Destarte, um conceito de qualidade de vida globalmente aceito como o preconizado pela OMS pode amparar investigações cientificas e de órgãos governamentais. Contudo, existe o perigo de abarcar a discussão sobre o tema a partir de conceitos idealistas, fruto de imposição do Estado. Nessa perspectiva, Minayo, Hartz e Buss (2000, p.9) corroboram ao analisar um modelo ampliado de qualidade de vida sobre o qual advertem que:

O relativismo cultural, no entanto, não nos impede de perceber que um modelo hegemônico está a um passo de adquirir significado planetário. É o preconizado pelo mundo ocidental, urbanizado, rico, polarizado por um certo número de valores, que poderiam ser assim resumidos: conforto, prazer, boa mesa, moda, utilidades domésticas, viagens, carro, televisão, telefone, computador, uso de tecnologias que diminuem o trabalho manual, consumo de arte e cultura, entre outras comodidades e riquezas.
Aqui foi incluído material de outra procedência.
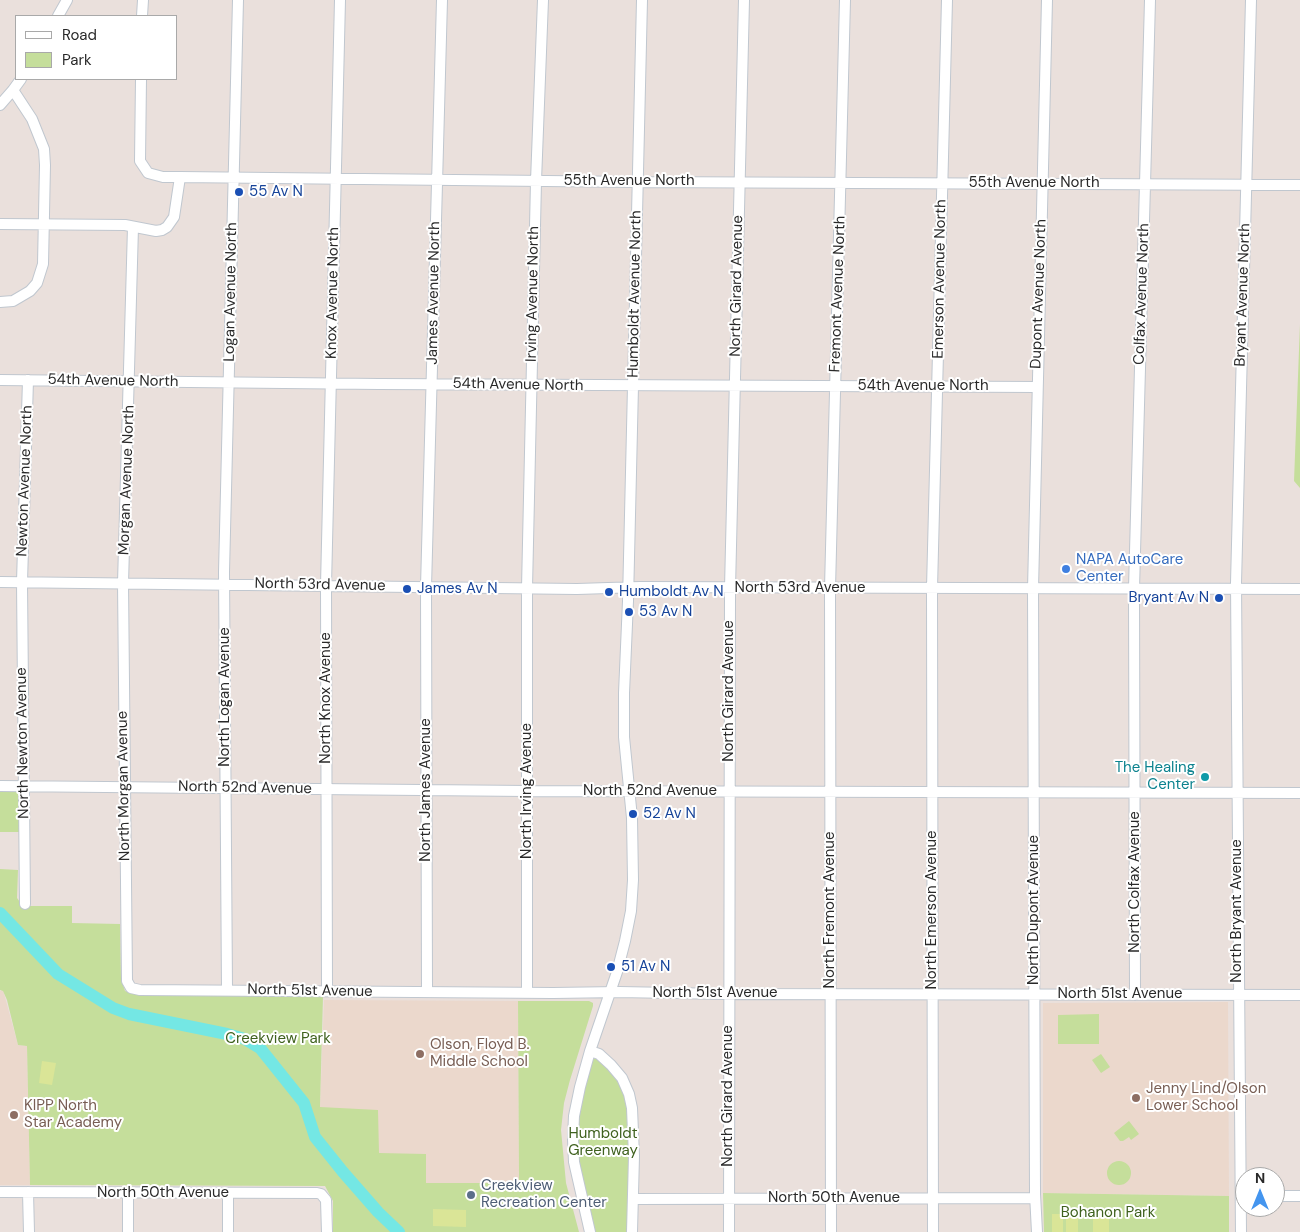 <!DOCTYPE html>
<html>
<head>
<meta charset="utf-8">
<style>
  body { margin:0 }
  #map { position:relative; width:1300px; height:1232px; overflow:hidden; background:#eae0dc; font-family:"DM Sans",sans-serif }
  canvas { display:block }
  .legend { position:absolute; left:15px; top:15px; width:162px; height:65px; box-sizing:border-box; background:#fff; border:1px solid #a9a9a9; margin:0; padding:6px 9px; list-style:none; font-size:15px; color:#292929 }
  .legend li { display:flex; align-items:center; gap:10px; height:25px }
  .legend b { width:25px; border:1px solid #a9a9a9 }
  .north { position:absolute; left:1235px; top:1167px; width:50px; height:50px; box-sizing:border-box; background:#fff; border:1px solid #a9a9a9; border-radius:50%; rotate:0deg; font-size:14px; font-weight:700; line-height:20px; text-align:center; color:#292929 }
  .north::after { content:''; display:block; margin:auto; width:18px; height:22px; background:#4495ef; clip-path:polygon(50% 0,100% 100%,50% 72%,0 100%) }
</style>
</head>
<body>
<div id="map">
<canvas width="1300" height="1232"></canvas>
<ul class="legend">
<li><b style="height:6px;background:#fff"></b>Road</li>
<li><b style="height:14px;background:#c5de9b"></b>Park</li>
</ul>
<div class="north">N</div>
</div>
<script>
const ctx = document.querySelector('canvas').getContext('2d');
ctx.lineJoin = 'round';
function fillPath(path, color) {
  ctx.fillStyle = color;
  ctx.fill(path, 'evenodd');
}
function poly(rows) {
  const path = new Path2D();
  for (const r of rows) {
    if (r.length === 3) {
      path.moveTo(r[0] + r[2], r[1]);
      path.arc(r[0], r[1], r[2], 0, 2 * Math.PI);
      continue;
    }
    path.moveTo(r[0], r[1]);
    for (let i = 2; i < r.length; i += 2) path.lineTo(r[i], r[i + 1]);
  }
  return path;
}
function strokePath(path, color, width, dash) {
  ctx.strokeStyle = color;
  ctx.lineWidth = width;
  ctx.lineCap = dash ? 'butt' : 'round';
  ctx.setLineDash(dash || []);
  ctx.stroke(path);
}
function write(font, color, halo, rows, align = 'center') {
  ctx.font = font + ' "DM Sans",sans-serif';
  ctx.lineWidth = 4;
  ctx.setLineDash([]);
  ctx.textBaseline = 'middle';
  ctx.strokeStyle = halo;
  ctx.fillStyle = color;
  for (const [text, x, y, turn = 0] of rows) {
    ctx.save();
    ctx.translate(x, y);
    ctx.rotate((+turn || 0) * Math.PI / 180);
    ctx.textAlign = isNaN(turn) ? turn : align;
    if (halo) ctx.strokeText(text, 0, 0);
    ctx.fillText(text, 0, 0);
    ctx.restore();
  }
}
fillPath(poly([
  [3,990,18,1045,27,1046,30,1185,0,1185,0,991],
  [324,1000,518,1001,519,1183,426,1183,379,1153,320,1108],
  [1228,1002,1229,1196,1043,1193,1043,1003]
]), '#ebd8cc');
fillPath(poly([
  [1300,324,1300,488,1294,481],
  [0,791,15,791,19,794,20,832,0,832],
  [0,869,18,870,17,898,23,906,72,906,72,923,120,924,121,978,125,991,136,994,323,996,320,1107,378,1110,379,1153,426,1154,426,1183,519,1183,518,1001,589,1001,593,1003,593,1006,570,1080,564,1103,561,1130,566,1183,579,1232,333,1232,333,1201,325,1186,30,1185,27,1046,18,1045,7,1000,3,991,0,990],
  [1099,1014,1099,1044,1058,1044,1058,1015],
  [1101,1054,1110,1067,1101,1073,1092,1060],
  [591,1059,598,1059,619,1080,627,1104,629,1135,628,1232,594,1232,579,1176,577,1118],
  [1129,1121,1139,1134,1131,1140,1129,1137,1123,1141,1120,1141,1114,1133],
  [1119,1173,12],
  [1043,1193,1229,1196,1229,1232,1044,1232]
]), '#c5de9b');
fillPath(poly([
  [42,1061,56,1063,52,1085,39,1083],
  [433,1209,466,1210,466,1227,433,1226],
  [1052,1214,1063,1214,1063,1232,1052,1232],
  [1066,1214,1078,1214,1078,1232,1066,1232],
  [1093,1217,1109,1217,1109,1232,1093,1232]
]), '#dae597');
strokePath(poly([
  [0,913,58,974,113,1008,129,1014,227,1034,245,1039,260,1048,304,1103,315,1137,343,1172,378,1212,399,1232]
]), '#74e7e4', 12);
const minor = poly([
  [58,16,67,0],
  [142,16,143,0],
  [141,79,140,161,148,173,163,177,180,177],
  [0,105,13,90,21,79],
  [0,224,125,225,156,231,162,230,167,227,174,217,180,177,637,182,1300,185],
  [133,227,123,583,127,981,131,988,140,990,553,993,619,992,724,994,1300,995],
  [0,302,13,301,30,291,37,283,43,264,45,165,44,149,32,119,13,90],
  [0,380,379,384,1037,387],
  [0,582,577,589,640,587,1300,589],
  [0,786,527,791,1300,793],
  [25,904,22,582,28,380],
  [227,989,224,572,238,0],
  [327,991,326,585,340,0],
  [427,992,426,587,442,0],
  [527,993,527,588,536,181,543,0],
  [1135,995,1134,589,1150,0],
  [590,1051,599,1054,611,1065,622,1078,629,1094,632,1108,634,1156,632,1232],
  [0,1192,317,1193,321,1194,326,1200,327,1232],
  [28,1192,29,1232],
  [128,1192,128,1232],
  [228,1193,228,1232],
  [1275,1196,1300,1196],
  [634,1199,1035,1198],
  [590,1232,574,1162,573,1139,574,1116,580,1087,590,1051,617,972,625,941,631,911,633,880,632,818,624,737,624,693,628,601,642,0],
  [729,1232,730,588,744,0],
  [831,1232,830,588,845,0],
  [933,1232,932,588,947,0],
  [1037,1232,1035,1194,1033,589,1047,0],
  [1241,1232,1236,583,1251,0]
]);
strokePath(minor, '#c0c7cf', 12);
strokePath(minor, '#fff', 10);
for (const [x, y, r, color] of [
  [239,192,5,"#1a4fb4"],
  [1066,569,5,"#3f7fe0"],
  [407,589,5,"#1a4fb4"],
  [609,592,5,"#1a4fb4"],
  [1219,598,5,"#1a4fb4"],
  [629,612,5,"#1a4fb4"],
  [1205,777,5,"#0f9aa8"],
  [633,814,5,"#1a4fb4"],
  [611,967,5,"#1a4fb4"],
  [420,1054,5,"#8d6e63"],
  [1136,1098,5,"#8d6e63"],
  [14,1115,5,"#8d6e63"],
  [471,1195,5,"#5c6f8a"]
]) {
  const dot = new Path2D();
  dot.arc(x, y, r, 0, 2 * Math.PI);
  ctx.fillStyle = color;
  ctx.fill(dot);
  strokePath(dot, '#fff', 2);
}
write('15px', '#292929', '#fff', [
  ["55th Avenue North",629,181],
  ["55th Avenue North",1034,183],
  ["Emerson Avenue North",940,279,-89],
  ["North Girard Avenue",737,286,-89],
  ["Logan Avenue North",231,292,-89],
  ["Knox Avenue North",333,293,-89],
  ["James Avenue North",434,293,-89],
  ["Irving Avenue North",533,294,-89],
  ["Humboldt Avenue North",635,294,-89],
  ["Fremont Avenue North",838,294,-88],
  ["Dupont Avenue North",1039,294,-88],
  ["Colfax Avenue North",1142,294,-88],
  ["Bryant Avenue North",1243,295,-88],
  ["54th Avenue North",113,381,1],
  ["54th Avenue North",518,385,1],
  ["54th Avenue North",923,386],
  ["Morgan Avenue North",127,480,-88],
  ["Newton Avenue North",25,481,-88],
  ["North 53rd Avenue",320,585,1],
  ["North 53rd Avenue",800,588],
  ["North Girard Avenue",729,691,-90],
  ["North Logan Avenue",225,697,-90],
  ["North Knox Avenue",326,698,-90],
  ["North Newton Avenue",23,743,-91],
  ["North Morgan Avenue",124,786,-91],
  ["North 52nd Avenue",245,788,1],
  ["North James Avenue",426,790,-90],
  ["North Irving Avenue",527,791,-90],
  ["North 52nd Avenue",650,791],
  ["North Colfax Avenue",1135,882,-90],
  ["North Fremont Avenue",830,910,-90],
  ["North Emerson Avenue",932,910,-90],
  ["North Dupont Avenue",1034,910,-90],
  ["North Bryant Avenue",1237,911,-90],
  ["North 51st Avenue",310,991,1],
  ["North 51st Avenue",715,993],
  ["North 51st Avenue",1120,994],
  ["North Girard Avenue",728,1096,-90],
  ["North 50th Avenue",163,1193],
  ["North 50th Avenue",834,1198]
]);
write('15px', '#164399', '#fff', [
  ["55 Av N",249,192],
  ["James Av N",417,589],
  ["Humboldt Av N",619,592],
  ["Bryant Av N",1209,598,"right"],
  ["53 Av N",639,612],
  ["52 Av N",643,814],
  ["51 Av N",621,967]
], 'left');
write('15px', '#366cbe', '#fff', [
  ["NAPA AutoCare",1076,560],
  ["Center",1076,577]
], 'left');
write('15px', '#0d838f', '#fff', [
  ["The Healing",1195,768],
  ["Center",1195,785]
], 'right');
write('15px', '#3f611e', '#fff', [
  ["Creekview Park",278,1039],
  ["Humboldt",603,1134],
  ["Greenway",603,1151],
  ["Bohanon Park",1108,1213]
]);
write('15px', '#785e54', '#fff', [
  ["Olson, Floyd B.",430,1045],
  ["Middle School",430,1062],
  ["Jenny Lind/Olson",1146,1089],
  ["Lower School",1146,1106],
  ["KIPP North",24,1106],
  ["Star Academy",24,1123]
], 'left');
write('15px', '#4e5e75', '#fff', [
  ["Creekview",481,1186],
  ["Recreation Center",481,1203]
], 'left');
</script>
</body>
</html>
Neste cenário, o nível de insatisfação e infelicidade é muito grande. Visto que mudaram- se os valores de ter e ser. Nesse sentido, consumo imposto para sociedade ocidental como forma de reprodução do capital.

Quando associamos qualidade de vida e racionalidade ambiental, Leff (2004) contribui ao afirmar que a questão da qualidade de vida brota na ocasião em que a uniformização do consumo encontra-se convergente com a danificação do ambiente, o aviltamento do valor de uso das mercadorias, o abatimento crítico das maiorias e as restrições do Estado para fornecer os serviços básicos a uma crescente população excluída do circuito de produção e de consumo. O mesmo autor, traz que a qualidade de vida é:

Um valor associado à restrição do consumo, a comportamentos em harmonia com o ambiente, e a formas não depredadoras de aproveitamento dos recursos; questiona os lucros alcançados pelas economias de escala e de aglomeração, assim como a degradação socioambiental causada pela racionalidade econômica que tende a maximizar o lucro presente e a descontar o futuro. (LEFF, 2004, p. 322).

Nesta perspectiva a noção de qualidade de vida Leff (2004) supera a divisão de “necessidades objetivas” e “desejos subjetivos” e a dicotomia entre os elementos biológicos e psicológicos inclui na discussão a acepção cultural das necessidades e ainda, o sentido existencial dos habitantes. Na análise encontram-se entrelaçadas as concepções de “bem-estar, nível de renda, condições de existência e estilos de vida; entrelaçam-se processos econômicos e ideológicos na definição de demandas simbólicas e materiais, na internalização de modelos de satisfação (...) manipulação publicitária do desejo.”(LEFF, 2004, p. 322).

A qualidade de vida é um construto cultural, sendo por vezes paradoxal. Por essa razão necessita frequentemente de discussão e poderá sofrer transformação conforme avança o conhecimento e a sociedade. A qualidade de vida dependerá da qualidade do ambiente para alcançar um desenvolvimento equilibrado e sustentável, sem negar a sua associação com as formas de identidade, cooperação, solidariedade, participação e realização, elementos estes que foram pensados para uma análise mais abrangente dessa questão.

Deste modo, no processo investigativo desta pesquisa, em especial, na coleta de dados primários junto aos grupos participantes (moradores e informantes-chave), ter-se-á especial atenção para os fatores relevantes da visão das pessoas ou grupos quanto ao reconhecimento de riscos socioambientais comprometendo o bem-estar e a qualidade de vida das pessoas e do lugar , assim como, a ponderação em torno das formas pelas quais tais fatores se tornaram

significativos levando em consideração aspectos históricos, sociais, culturais, psíquicos, do ambiente, da inserção no mundo do trabalho e na comunidade local.